- Persian: ایستگاه متروک
- Directed by: Alireza Raisian
- Screenplay by: Kambuzia Partovi
- Story by: Abbas Kiarostami
- Produced by: Hossein Zandbaf
- Starring: Leila Hatami; Nezam Manouchehri; Mehran Rajabi;
- Cinematography: Mohammad Aladpoush
- Edited by: Hossein Zandbaf
- Music by: Peyman Yazdanian
- Production company: Farabi Cinema Foundation
- Release dates: 1 February 2002 (FIFF); 13 May 2003 (Iran);
- Running time: 93 minutes
- Country: Iran
- Language: Persian

= The Deserted Station =

2002 film by Alireza Raisian

The Deserted Station (ایستگاه متروک) is a 2002 film by the Iranian director Alireza Raisian. It was scripted by Kambuzia Partovi, based on a story by Abbas Kiarostami.

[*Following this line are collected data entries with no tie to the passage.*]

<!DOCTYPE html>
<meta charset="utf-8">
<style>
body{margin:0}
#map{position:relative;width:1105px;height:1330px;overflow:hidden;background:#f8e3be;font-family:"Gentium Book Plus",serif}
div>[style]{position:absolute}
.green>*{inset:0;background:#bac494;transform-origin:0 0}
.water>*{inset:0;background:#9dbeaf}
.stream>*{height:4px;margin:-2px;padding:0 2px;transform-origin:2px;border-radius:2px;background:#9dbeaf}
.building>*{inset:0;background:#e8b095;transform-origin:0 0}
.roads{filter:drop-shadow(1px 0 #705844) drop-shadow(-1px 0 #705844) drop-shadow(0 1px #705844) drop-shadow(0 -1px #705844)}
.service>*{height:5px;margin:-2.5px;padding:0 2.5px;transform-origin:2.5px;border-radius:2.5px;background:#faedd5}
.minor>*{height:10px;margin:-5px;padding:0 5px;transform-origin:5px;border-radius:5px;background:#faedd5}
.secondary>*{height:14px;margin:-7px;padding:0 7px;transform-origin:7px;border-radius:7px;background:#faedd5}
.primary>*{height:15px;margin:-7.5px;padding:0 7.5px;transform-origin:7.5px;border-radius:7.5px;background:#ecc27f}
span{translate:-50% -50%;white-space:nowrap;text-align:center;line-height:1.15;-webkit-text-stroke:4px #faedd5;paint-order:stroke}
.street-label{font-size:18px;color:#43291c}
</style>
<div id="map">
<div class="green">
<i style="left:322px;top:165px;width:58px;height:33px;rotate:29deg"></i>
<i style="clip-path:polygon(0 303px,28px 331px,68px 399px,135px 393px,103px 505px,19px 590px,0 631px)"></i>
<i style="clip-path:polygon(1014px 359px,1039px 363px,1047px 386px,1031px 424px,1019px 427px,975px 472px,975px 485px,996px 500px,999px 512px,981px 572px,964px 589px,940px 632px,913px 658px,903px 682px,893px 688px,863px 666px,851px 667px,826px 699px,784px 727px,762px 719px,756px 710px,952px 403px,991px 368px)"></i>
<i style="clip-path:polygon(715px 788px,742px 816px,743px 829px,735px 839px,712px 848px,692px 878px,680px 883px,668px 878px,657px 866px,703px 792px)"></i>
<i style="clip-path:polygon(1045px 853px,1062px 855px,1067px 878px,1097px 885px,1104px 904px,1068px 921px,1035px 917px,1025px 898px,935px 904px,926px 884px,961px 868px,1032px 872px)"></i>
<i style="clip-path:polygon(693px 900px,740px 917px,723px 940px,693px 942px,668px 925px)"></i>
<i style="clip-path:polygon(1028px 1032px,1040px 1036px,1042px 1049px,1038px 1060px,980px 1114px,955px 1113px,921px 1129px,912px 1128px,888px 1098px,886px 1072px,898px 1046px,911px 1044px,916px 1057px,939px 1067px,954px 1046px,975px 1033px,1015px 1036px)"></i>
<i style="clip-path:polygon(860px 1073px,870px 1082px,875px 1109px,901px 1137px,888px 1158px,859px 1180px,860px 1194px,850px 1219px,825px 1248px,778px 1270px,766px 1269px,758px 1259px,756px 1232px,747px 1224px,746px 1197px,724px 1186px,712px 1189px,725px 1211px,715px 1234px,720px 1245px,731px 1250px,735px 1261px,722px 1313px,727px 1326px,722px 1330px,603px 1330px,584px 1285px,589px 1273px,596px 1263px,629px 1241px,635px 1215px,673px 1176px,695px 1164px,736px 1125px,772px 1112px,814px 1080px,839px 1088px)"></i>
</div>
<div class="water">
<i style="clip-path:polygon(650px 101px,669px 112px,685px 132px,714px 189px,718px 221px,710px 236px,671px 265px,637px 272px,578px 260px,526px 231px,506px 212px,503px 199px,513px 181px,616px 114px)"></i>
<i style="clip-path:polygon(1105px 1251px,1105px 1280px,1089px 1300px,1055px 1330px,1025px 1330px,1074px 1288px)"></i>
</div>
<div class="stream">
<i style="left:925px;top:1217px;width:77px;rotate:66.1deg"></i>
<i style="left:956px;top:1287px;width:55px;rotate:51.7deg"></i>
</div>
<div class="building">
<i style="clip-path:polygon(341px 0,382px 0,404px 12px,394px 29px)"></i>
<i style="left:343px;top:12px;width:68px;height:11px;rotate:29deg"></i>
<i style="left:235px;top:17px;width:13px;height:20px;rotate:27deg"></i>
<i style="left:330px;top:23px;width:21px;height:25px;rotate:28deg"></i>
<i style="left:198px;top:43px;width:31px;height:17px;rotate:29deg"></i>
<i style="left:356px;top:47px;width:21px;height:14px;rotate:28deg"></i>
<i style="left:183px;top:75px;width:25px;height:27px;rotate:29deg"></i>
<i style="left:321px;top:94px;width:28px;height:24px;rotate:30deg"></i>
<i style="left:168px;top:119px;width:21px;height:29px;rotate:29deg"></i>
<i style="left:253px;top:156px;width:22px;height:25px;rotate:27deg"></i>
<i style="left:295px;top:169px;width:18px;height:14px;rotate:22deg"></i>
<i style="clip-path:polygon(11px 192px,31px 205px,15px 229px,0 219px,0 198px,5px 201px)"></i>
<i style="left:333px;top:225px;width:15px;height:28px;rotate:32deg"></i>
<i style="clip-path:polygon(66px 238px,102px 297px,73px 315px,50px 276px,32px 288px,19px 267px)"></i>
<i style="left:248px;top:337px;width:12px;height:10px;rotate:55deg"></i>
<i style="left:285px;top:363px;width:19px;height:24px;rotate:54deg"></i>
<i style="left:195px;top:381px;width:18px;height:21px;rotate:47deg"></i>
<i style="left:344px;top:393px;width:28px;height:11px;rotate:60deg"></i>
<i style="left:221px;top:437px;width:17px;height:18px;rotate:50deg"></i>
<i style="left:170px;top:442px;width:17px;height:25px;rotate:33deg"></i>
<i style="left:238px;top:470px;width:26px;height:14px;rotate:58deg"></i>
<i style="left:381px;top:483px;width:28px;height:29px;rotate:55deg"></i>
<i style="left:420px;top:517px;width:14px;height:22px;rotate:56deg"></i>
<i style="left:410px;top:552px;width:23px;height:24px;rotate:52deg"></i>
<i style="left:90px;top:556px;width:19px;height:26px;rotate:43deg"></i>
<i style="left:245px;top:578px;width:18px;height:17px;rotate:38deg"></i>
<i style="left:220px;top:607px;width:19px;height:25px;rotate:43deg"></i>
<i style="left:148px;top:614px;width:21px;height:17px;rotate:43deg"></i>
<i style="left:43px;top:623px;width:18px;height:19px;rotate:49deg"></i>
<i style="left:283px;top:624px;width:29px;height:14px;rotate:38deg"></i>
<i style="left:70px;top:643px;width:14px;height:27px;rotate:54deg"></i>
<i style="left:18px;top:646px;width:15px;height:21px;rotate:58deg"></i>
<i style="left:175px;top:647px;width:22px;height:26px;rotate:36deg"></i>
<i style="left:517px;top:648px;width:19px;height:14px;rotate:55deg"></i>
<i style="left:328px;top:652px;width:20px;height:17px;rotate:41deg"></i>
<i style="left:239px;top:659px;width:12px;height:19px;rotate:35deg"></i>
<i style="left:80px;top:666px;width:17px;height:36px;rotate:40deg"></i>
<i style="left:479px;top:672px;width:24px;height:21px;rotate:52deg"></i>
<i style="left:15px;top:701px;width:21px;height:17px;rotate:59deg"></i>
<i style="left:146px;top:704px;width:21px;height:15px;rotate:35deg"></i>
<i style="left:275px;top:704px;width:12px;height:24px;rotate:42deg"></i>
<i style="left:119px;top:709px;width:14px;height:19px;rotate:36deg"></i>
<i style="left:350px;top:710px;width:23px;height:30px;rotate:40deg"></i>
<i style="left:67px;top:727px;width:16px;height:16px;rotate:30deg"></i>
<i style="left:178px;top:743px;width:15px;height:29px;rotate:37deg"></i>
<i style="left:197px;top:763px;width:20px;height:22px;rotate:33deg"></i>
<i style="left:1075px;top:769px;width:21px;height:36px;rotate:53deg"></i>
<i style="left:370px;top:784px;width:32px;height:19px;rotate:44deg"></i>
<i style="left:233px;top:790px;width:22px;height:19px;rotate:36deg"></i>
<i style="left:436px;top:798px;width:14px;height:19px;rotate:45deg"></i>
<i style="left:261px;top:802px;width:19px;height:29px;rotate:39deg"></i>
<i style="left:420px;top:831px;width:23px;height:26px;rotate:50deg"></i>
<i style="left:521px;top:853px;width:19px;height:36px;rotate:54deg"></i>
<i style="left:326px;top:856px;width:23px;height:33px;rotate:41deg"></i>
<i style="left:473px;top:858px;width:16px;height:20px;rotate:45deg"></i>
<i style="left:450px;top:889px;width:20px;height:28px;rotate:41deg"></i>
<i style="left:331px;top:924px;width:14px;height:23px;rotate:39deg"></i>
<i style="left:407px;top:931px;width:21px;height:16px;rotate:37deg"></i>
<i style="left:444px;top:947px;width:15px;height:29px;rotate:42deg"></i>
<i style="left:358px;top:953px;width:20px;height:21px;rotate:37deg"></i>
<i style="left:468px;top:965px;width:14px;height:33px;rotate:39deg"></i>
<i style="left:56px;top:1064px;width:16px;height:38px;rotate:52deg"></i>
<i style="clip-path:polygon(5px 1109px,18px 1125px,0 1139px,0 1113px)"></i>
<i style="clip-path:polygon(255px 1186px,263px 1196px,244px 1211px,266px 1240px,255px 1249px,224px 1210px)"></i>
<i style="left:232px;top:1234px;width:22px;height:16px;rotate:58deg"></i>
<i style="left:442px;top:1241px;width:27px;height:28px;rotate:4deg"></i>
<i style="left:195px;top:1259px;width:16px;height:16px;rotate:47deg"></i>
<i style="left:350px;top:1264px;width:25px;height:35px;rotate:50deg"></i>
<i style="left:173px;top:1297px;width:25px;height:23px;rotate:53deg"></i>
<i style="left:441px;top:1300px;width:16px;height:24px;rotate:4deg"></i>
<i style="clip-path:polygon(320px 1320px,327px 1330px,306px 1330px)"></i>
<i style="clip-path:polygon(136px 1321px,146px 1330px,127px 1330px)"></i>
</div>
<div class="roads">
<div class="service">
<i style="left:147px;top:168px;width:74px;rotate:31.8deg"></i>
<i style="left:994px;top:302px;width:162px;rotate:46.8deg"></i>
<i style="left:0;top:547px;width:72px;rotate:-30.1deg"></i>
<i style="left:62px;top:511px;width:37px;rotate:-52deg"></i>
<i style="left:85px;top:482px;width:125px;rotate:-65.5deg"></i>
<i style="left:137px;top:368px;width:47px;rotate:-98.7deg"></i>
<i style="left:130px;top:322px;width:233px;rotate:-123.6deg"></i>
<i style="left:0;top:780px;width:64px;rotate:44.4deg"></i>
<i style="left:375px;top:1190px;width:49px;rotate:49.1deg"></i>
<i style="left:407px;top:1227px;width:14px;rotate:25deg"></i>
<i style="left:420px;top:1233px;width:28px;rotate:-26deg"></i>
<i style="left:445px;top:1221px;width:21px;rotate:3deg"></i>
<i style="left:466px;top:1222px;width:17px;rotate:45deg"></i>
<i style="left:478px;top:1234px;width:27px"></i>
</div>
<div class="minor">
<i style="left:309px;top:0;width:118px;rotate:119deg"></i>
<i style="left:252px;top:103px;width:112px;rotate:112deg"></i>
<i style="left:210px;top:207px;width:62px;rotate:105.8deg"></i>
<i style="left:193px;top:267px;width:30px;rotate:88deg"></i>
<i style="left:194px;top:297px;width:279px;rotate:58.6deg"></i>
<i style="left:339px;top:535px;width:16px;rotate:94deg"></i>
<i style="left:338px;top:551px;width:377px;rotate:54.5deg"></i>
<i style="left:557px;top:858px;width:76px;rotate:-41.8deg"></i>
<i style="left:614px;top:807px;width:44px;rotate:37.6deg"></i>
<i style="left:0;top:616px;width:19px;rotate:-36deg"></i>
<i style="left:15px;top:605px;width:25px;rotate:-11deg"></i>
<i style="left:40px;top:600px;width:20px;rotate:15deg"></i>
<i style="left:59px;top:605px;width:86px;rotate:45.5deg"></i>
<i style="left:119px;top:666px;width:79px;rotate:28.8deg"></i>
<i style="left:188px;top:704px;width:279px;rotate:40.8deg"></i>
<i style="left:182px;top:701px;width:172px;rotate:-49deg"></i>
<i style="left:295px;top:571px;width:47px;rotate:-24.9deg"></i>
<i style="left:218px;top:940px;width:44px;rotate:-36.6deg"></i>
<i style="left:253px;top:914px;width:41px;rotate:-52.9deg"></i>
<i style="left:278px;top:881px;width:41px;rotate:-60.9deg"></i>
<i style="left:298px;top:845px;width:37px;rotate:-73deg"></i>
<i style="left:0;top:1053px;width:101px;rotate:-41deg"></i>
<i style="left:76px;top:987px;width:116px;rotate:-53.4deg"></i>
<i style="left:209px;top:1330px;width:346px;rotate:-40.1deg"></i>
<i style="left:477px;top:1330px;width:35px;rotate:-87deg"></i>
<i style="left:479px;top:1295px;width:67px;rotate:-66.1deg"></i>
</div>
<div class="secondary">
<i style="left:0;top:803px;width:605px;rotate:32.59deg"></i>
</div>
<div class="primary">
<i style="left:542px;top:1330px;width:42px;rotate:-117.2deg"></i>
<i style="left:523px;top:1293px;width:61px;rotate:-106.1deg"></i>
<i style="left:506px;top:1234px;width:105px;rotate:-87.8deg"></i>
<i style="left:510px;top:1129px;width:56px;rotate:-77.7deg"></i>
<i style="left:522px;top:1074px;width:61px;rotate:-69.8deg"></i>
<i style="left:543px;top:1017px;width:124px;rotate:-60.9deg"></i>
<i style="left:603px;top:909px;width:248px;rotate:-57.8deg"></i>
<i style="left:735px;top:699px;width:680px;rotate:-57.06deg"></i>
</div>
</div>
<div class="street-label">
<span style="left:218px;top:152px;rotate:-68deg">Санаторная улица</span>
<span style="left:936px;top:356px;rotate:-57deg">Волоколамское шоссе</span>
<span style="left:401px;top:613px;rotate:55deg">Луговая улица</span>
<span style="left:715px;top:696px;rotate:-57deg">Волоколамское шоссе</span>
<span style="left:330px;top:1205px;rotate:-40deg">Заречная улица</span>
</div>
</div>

Mohammad Aladpoush served as director of photography. The film starred Leila Hatami, Nezam Manouchehri and Mehran Rajabi in the principal roles. Hatami won the Best Actress prize at the Montréal World Film Festival for her performance (co-winner with Maria Bonnevie).

==Critical response==
 Metacritic, which uses a weighted average, assigned the film a score of 75 out of 100, based on 12 critics, indicating "generally favorable" reviews.